*** Source material ***

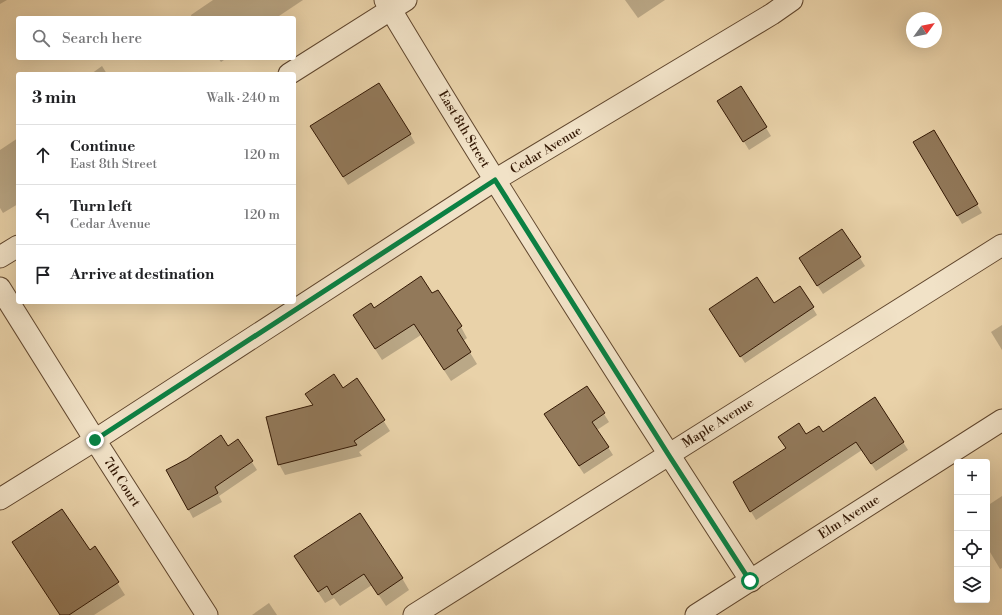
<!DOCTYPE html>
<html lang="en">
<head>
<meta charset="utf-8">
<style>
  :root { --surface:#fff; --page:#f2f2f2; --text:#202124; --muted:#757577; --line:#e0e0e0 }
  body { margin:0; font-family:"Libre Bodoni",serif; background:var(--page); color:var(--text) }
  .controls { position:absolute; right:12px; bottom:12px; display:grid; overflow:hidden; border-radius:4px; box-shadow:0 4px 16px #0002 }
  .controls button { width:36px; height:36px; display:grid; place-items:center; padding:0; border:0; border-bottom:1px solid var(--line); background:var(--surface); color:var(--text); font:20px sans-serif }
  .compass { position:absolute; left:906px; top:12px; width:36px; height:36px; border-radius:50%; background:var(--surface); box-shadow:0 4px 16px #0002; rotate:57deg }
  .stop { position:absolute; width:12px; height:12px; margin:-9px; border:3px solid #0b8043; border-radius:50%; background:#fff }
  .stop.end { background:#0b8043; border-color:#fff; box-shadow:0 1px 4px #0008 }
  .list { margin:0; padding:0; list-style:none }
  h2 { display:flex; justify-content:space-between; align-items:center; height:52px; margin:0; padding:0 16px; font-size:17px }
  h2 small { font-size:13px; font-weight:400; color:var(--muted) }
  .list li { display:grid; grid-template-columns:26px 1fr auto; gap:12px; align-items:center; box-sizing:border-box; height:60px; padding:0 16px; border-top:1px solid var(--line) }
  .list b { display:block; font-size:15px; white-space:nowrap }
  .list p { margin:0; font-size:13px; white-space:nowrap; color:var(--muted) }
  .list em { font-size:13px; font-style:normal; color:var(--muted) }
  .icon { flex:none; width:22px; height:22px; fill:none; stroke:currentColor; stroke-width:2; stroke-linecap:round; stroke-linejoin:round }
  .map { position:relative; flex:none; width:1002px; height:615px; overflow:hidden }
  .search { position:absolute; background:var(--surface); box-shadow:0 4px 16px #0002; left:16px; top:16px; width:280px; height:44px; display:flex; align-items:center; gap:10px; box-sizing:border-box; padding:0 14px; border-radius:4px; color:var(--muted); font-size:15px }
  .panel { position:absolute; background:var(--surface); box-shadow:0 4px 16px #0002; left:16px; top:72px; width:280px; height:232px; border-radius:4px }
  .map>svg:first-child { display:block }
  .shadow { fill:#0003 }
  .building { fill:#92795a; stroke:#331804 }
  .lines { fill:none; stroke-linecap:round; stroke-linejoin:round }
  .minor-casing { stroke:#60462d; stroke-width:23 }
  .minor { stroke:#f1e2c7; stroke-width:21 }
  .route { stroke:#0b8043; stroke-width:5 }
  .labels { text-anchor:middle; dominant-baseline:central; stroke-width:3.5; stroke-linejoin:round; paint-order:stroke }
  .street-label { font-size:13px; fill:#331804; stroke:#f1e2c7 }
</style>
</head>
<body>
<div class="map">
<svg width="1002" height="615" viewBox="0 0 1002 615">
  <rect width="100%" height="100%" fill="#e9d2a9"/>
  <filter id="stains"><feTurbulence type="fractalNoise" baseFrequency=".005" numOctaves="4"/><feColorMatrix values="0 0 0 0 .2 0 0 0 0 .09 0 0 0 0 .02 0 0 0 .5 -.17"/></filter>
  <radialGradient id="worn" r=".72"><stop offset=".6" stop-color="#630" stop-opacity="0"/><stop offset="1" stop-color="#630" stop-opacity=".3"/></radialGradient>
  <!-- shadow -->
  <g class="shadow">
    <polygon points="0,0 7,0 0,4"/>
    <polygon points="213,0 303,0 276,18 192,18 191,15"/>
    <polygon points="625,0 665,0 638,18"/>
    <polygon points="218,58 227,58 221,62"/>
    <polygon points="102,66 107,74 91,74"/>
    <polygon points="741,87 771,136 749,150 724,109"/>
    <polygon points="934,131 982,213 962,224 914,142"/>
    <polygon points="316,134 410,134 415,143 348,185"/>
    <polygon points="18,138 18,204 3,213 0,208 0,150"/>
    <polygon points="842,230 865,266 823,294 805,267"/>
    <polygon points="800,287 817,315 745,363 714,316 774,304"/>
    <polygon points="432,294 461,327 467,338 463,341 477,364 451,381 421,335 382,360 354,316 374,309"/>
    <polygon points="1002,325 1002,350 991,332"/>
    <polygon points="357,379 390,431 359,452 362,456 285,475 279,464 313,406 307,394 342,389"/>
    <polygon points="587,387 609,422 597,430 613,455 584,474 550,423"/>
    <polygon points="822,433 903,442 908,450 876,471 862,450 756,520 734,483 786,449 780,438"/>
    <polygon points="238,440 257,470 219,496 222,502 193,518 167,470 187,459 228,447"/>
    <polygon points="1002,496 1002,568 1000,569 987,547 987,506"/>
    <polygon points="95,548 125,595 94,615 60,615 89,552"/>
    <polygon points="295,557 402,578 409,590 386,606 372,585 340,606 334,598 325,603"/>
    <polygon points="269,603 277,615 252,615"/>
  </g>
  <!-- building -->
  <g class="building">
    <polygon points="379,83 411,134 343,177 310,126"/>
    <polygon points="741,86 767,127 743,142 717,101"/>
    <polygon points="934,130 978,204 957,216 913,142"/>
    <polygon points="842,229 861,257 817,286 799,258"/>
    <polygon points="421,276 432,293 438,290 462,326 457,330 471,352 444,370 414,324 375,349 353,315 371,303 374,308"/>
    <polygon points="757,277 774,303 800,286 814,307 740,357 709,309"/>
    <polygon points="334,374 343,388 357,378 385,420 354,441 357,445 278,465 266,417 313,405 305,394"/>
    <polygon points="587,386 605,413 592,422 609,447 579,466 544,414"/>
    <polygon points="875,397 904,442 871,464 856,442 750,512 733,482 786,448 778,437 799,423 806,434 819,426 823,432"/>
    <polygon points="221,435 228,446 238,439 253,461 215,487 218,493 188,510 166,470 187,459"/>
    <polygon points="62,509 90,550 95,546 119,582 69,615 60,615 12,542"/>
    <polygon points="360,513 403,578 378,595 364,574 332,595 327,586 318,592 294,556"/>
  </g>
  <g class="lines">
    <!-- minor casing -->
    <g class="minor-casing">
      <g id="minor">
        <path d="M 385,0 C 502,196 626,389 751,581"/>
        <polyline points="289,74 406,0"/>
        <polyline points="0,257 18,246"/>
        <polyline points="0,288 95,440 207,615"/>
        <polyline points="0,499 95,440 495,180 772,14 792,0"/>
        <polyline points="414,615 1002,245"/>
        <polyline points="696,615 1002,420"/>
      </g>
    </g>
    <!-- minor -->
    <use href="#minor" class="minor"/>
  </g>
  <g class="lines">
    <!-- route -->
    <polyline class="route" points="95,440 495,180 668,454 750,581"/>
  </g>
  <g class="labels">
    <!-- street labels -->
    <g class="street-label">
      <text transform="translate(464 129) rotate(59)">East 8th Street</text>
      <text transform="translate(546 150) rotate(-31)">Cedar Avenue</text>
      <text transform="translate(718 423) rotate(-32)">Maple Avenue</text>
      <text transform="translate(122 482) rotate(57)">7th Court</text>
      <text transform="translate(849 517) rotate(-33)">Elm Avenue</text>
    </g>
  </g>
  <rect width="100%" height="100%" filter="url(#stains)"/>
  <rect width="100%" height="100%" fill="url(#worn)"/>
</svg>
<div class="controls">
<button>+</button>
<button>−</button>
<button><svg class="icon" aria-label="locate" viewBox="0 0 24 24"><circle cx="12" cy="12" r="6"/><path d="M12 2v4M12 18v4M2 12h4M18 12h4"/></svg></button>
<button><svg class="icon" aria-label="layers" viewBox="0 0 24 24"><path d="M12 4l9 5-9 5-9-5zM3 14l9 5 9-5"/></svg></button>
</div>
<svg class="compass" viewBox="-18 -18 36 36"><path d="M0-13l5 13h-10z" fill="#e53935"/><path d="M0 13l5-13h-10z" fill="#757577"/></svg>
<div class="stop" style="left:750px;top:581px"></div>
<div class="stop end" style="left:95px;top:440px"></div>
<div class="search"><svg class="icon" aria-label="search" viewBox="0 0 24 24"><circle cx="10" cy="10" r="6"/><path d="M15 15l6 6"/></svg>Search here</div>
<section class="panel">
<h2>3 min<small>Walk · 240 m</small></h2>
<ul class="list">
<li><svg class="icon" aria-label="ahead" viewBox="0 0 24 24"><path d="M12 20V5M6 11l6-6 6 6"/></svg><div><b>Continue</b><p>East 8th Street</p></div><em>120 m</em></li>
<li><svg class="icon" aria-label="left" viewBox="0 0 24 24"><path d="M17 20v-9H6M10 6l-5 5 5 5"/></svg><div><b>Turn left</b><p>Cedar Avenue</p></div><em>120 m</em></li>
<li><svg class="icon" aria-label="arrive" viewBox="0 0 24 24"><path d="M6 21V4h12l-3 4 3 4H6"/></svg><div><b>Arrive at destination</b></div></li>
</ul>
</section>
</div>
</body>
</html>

*** End of Source material ***

What to do -
Transcribe the lines above between the line holding "display:block; font-size:15px; white-space:nowrap" and the line holding "#0002; left:16px; top:72px;", inclusive, exactly as they stand and with nothing added.

Solution below -
  .list b { display:block; font-size:15px; white-space:nowrap }
  .list p { margin:0; font-size:13px; white-space:nowrap; color:var(--muted) }
  .list em { font-size:13px; font-style:normal; color:var(--muted) }
  .icon { flex:none; width:22px; height:22px; fill:none; stroke:currentColor; stroke-width:2; stroke-linecap:round; stroke-linejoin:round }
  .map { position:relative; flex:none; width:1002px; height:615px; overflow:hidden }
  .search { position:absolute; background:var(--surface); box-shadow:0 4px 16px #0002; left:16px; top:16px; width:280px; height:44px; display:flex; align-items:center; gap:10px; box-sizing:border-box; padding:0 14px; border-radius:4px; color:var(--muted); font-size:15px }
  .panel { position:absolute; background:var(--surface); box-shadow:0 4px 16px #0002; left:16px; top:72px; width:280px; height:232px; border-radius:4px }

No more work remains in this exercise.